Fast non-allocating and streaming reader for chess games in PGN notation


Keywords
chess, pgn, rust
License
GPL-3.0+

Documentation

pgn-reader

A fast non-allocating and streaming reader for chess games in PGN notation, as a Rust library.

Build Status crates.io docs.rs

Introduction

Reader parses games and calls methods of a user provided Visitor. Implementing custom visitors allows for maximum flexibility:

  • The reader itself does not allocate (besides a single fixed-size buffer). The visitor can decide if and how to represent games in memory.
  • The reader does not validate move legality. This allows implementing support for custom chess variants, or delaying move validation.
  • The visitor can signal to the reader that it does not care about a game or variation.

Example

A visitor that counts the number of syntactically valid moves in the mainline of each game.

use std::io;
use pgn_reader::{Visitor, Skip, BufferedReader, SanPlus};

struct MoveCounter {
    moves: usize,
}

impl MoveCounter {
    fn new() -> MoveCounter {
        MoveCounter { moves: 0 }
    }
}

impl Visitor for MoveCounter {
    type Result = usize;

    fn begin_game(&mut self) {
        self.moves = 0;
    }

    fn san(&mut self, _san_plus: SanPlus) {
        self.moves += 1;
    }

    fn begin_variation(&mut self) -> Skip {
        Skip(true) // stay in the mainline
    }

    fn end_game(&mut self) -> Self::Result {
        self.moves
    }
}

fn main() -> io::Result<()> {
    let pgn = b"1. e4 e5 2. Nf3 (2. f4)
                { game paused due to bad weather }
                2... Nf6 *";

    let mut reader = BufferedReader::new_cursor(&pgn[..]);

    let mut counter = MoveCounter::new();
    let moves = reader.read_game(&mut counter)?;

    assert_eq!(moves, Some(4));
    Ok(())
}

Documentation

Read the documentation

State of the library

The API could be cleaner and performance may have regressed slightly compared to the mmap based approach from old versions (#12).
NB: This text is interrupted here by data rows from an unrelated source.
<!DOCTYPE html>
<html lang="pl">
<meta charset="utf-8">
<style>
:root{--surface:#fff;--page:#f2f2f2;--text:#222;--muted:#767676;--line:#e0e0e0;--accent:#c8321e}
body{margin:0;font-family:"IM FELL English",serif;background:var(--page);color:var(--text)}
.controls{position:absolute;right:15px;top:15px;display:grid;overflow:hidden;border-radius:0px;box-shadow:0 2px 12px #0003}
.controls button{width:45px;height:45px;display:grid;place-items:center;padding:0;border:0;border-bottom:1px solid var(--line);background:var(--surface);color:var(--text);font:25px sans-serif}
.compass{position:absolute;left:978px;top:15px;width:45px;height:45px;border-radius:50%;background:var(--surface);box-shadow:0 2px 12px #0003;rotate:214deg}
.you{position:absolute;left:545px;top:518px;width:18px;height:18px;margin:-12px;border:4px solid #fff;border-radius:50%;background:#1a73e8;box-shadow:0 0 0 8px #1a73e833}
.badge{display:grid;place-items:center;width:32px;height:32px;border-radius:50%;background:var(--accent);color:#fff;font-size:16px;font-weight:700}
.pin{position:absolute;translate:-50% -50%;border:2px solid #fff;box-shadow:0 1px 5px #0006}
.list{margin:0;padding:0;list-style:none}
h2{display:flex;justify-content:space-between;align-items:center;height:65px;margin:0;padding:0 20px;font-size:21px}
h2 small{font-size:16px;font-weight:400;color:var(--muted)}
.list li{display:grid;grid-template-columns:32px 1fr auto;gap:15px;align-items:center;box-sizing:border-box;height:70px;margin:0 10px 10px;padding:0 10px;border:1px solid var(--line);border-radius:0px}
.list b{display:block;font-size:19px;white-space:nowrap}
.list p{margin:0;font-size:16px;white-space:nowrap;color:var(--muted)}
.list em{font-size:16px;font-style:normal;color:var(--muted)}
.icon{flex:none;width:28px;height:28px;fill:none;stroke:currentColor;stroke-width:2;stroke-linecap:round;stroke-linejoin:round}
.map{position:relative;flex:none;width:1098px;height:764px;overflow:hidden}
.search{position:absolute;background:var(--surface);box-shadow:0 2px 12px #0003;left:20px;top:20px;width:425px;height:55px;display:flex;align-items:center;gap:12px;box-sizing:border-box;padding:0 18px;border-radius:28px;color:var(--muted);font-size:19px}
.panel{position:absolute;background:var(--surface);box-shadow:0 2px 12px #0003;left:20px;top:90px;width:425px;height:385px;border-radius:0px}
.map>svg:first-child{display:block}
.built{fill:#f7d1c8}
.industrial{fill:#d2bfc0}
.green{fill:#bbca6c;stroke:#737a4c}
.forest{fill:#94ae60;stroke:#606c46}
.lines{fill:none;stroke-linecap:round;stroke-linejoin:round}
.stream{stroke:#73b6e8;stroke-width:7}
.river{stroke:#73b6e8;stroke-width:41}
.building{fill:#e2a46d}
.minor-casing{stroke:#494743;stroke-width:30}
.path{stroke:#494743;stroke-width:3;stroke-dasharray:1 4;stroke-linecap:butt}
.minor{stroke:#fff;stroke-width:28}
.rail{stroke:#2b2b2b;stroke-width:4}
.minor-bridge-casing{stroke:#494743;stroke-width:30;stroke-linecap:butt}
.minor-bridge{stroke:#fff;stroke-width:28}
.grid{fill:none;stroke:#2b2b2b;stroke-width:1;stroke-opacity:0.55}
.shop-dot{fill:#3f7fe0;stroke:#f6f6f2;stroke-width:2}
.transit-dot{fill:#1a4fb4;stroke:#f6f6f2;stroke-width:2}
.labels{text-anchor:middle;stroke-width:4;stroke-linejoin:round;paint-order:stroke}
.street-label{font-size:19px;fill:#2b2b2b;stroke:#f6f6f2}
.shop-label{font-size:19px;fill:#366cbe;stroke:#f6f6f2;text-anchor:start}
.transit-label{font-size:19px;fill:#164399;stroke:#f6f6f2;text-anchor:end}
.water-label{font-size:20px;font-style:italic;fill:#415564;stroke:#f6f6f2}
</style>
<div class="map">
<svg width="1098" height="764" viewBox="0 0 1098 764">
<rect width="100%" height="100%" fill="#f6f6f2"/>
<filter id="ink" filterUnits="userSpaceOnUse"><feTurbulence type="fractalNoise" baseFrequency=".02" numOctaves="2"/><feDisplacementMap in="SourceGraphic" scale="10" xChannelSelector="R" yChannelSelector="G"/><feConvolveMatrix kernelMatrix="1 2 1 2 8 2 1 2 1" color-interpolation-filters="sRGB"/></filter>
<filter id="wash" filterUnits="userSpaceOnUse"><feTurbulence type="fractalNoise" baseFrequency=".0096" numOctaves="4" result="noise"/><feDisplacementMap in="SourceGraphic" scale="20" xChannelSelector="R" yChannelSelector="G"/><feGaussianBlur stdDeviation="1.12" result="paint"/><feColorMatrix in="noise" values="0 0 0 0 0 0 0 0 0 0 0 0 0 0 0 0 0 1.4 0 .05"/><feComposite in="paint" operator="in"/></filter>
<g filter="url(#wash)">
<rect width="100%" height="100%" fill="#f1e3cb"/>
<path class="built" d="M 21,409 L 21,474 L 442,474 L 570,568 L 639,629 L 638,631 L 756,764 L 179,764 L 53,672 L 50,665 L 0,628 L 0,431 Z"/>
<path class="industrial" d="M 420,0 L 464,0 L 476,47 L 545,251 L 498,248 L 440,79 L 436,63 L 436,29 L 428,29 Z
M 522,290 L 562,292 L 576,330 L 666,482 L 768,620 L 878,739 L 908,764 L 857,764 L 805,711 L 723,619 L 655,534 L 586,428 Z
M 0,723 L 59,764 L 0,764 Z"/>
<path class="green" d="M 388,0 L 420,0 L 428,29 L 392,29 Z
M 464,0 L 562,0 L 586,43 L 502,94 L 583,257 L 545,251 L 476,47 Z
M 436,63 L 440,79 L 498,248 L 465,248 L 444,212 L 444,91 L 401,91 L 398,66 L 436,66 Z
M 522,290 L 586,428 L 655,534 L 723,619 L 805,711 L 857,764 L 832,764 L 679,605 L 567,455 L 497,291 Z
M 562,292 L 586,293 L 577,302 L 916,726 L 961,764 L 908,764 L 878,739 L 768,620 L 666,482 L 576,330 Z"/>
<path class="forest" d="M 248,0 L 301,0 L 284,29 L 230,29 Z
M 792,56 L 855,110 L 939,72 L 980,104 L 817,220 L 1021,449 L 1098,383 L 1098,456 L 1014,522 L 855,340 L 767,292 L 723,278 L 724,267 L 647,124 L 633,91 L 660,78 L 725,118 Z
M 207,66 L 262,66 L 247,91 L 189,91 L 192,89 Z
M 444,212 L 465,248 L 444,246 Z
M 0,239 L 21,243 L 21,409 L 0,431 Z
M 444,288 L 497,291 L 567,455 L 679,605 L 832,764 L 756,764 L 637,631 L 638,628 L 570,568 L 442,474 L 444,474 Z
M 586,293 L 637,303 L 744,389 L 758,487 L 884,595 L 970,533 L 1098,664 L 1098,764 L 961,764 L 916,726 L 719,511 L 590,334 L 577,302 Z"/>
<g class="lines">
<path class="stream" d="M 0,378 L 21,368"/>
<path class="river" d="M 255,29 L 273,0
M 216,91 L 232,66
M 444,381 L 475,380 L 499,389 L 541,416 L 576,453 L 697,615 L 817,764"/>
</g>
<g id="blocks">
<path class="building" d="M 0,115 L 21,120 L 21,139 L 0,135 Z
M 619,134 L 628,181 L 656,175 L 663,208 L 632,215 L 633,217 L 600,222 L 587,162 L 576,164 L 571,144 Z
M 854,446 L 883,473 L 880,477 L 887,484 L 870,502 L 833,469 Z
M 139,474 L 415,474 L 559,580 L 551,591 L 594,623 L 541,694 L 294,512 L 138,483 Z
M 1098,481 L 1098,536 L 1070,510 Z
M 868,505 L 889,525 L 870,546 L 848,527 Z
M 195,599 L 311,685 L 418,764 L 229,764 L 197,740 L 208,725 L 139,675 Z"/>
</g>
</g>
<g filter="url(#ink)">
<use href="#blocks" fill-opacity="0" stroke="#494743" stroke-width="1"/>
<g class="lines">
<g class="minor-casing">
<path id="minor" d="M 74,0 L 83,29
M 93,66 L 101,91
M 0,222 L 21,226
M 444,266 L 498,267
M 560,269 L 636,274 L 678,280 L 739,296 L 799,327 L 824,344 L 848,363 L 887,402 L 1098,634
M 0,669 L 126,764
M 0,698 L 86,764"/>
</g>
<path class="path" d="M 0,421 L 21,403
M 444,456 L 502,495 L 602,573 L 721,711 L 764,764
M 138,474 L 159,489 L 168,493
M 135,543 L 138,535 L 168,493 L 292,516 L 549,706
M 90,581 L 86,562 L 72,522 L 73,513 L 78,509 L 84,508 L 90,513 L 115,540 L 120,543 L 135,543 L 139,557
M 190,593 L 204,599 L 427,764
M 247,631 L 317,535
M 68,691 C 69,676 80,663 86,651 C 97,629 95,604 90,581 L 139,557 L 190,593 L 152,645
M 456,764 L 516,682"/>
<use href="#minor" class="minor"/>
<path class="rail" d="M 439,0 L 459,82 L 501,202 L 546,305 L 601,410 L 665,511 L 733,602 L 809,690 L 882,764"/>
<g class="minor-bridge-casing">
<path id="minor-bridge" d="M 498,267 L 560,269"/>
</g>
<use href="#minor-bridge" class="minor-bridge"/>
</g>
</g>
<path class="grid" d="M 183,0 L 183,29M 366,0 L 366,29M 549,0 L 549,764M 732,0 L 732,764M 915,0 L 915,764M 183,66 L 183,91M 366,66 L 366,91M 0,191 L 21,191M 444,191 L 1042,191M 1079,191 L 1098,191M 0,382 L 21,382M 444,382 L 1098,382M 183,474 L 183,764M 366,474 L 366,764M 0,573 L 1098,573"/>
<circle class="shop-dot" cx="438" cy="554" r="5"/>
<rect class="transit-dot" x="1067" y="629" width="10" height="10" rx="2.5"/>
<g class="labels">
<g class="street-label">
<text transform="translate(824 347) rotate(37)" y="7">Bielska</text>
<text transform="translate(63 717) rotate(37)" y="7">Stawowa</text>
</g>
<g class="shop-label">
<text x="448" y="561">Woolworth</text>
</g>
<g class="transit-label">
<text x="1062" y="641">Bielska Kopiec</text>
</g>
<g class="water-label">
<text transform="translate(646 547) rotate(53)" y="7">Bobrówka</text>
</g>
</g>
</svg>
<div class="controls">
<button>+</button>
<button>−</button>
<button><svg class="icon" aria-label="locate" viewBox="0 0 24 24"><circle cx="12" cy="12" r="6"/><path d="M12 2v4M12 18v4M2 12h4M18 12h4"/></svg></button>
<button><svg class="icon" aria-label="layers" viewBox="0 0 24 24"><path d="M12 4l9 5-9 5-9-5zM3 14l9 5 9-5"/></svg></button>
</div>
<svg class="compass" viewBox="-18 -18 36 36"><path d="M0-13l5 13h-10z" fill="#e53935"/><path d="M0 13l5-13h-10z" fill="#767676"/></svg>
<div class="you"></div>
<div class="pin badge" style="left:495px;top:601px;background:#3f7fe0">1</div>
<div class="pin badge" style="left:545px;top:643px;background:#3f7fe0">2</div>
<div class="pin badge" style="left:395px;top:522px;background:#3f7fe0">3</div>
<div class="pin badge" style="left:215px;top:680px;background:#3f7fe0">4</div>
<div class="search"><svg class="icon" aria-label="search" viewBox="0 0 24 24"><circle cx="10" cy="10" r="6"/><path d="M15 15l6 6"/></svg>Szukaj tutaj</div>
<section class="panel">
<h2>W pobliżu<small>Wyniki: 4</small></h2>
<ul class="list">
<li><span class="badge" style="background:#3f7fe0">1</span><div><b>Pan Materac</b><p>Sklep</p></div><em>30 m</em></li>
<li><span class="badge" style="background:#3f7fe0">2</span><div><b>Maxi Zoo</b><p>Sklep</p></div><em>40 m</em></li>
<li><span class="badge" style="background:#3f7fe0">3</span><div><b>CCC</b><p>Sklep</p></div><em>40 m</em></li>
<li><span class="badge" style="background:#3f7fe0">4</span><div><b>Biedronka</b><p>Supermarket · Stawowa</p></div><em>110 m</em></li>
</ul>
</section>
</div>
This needs some attention. Until I get around to it, I am doing only minimal maintenance, following shakmaty as required.

Nonetheless, it is probably still one of the fastest PGN parsers around.

Benchmarks (v0.12.0)

Run with lichess_db_standard_rated_2018-10.pgn (24,784,600 games, 52,750 MB uncompressed) on an SSD (Samsung 850), Intel i7-6850K CPU @ 3.60 GHz:

Benchmark Time Throughput
examples/stats.rs 111.9s 471.4 MB/s
examples/validate.rs 237.1s 222.5 MB/s
examples/parallel_validate.rs 148.6s 355.0 MB/s
scoutfish make 269.2s 196.0 MB/s
grep -F "[Event " -c 39.2s 1345.7 MB/s

examples/stats.rs with compressed files:

Compression File size Time Throughput
none 52,750 MB 111.9s 471.4 MB/s
bz2 6,226 MB 1263.1s 4.9 MB/s
xz 6,989 MB 495.9s 14.1 MB/s
gz 10,627 MB 335.7s 31.7 MB/s
lz4 16,428 MB 180.0s 91.3 MB/s

License

pgn-reader is licensed under the GPL-3.0 (or any later version at your option). See the COPYING file for the full license text.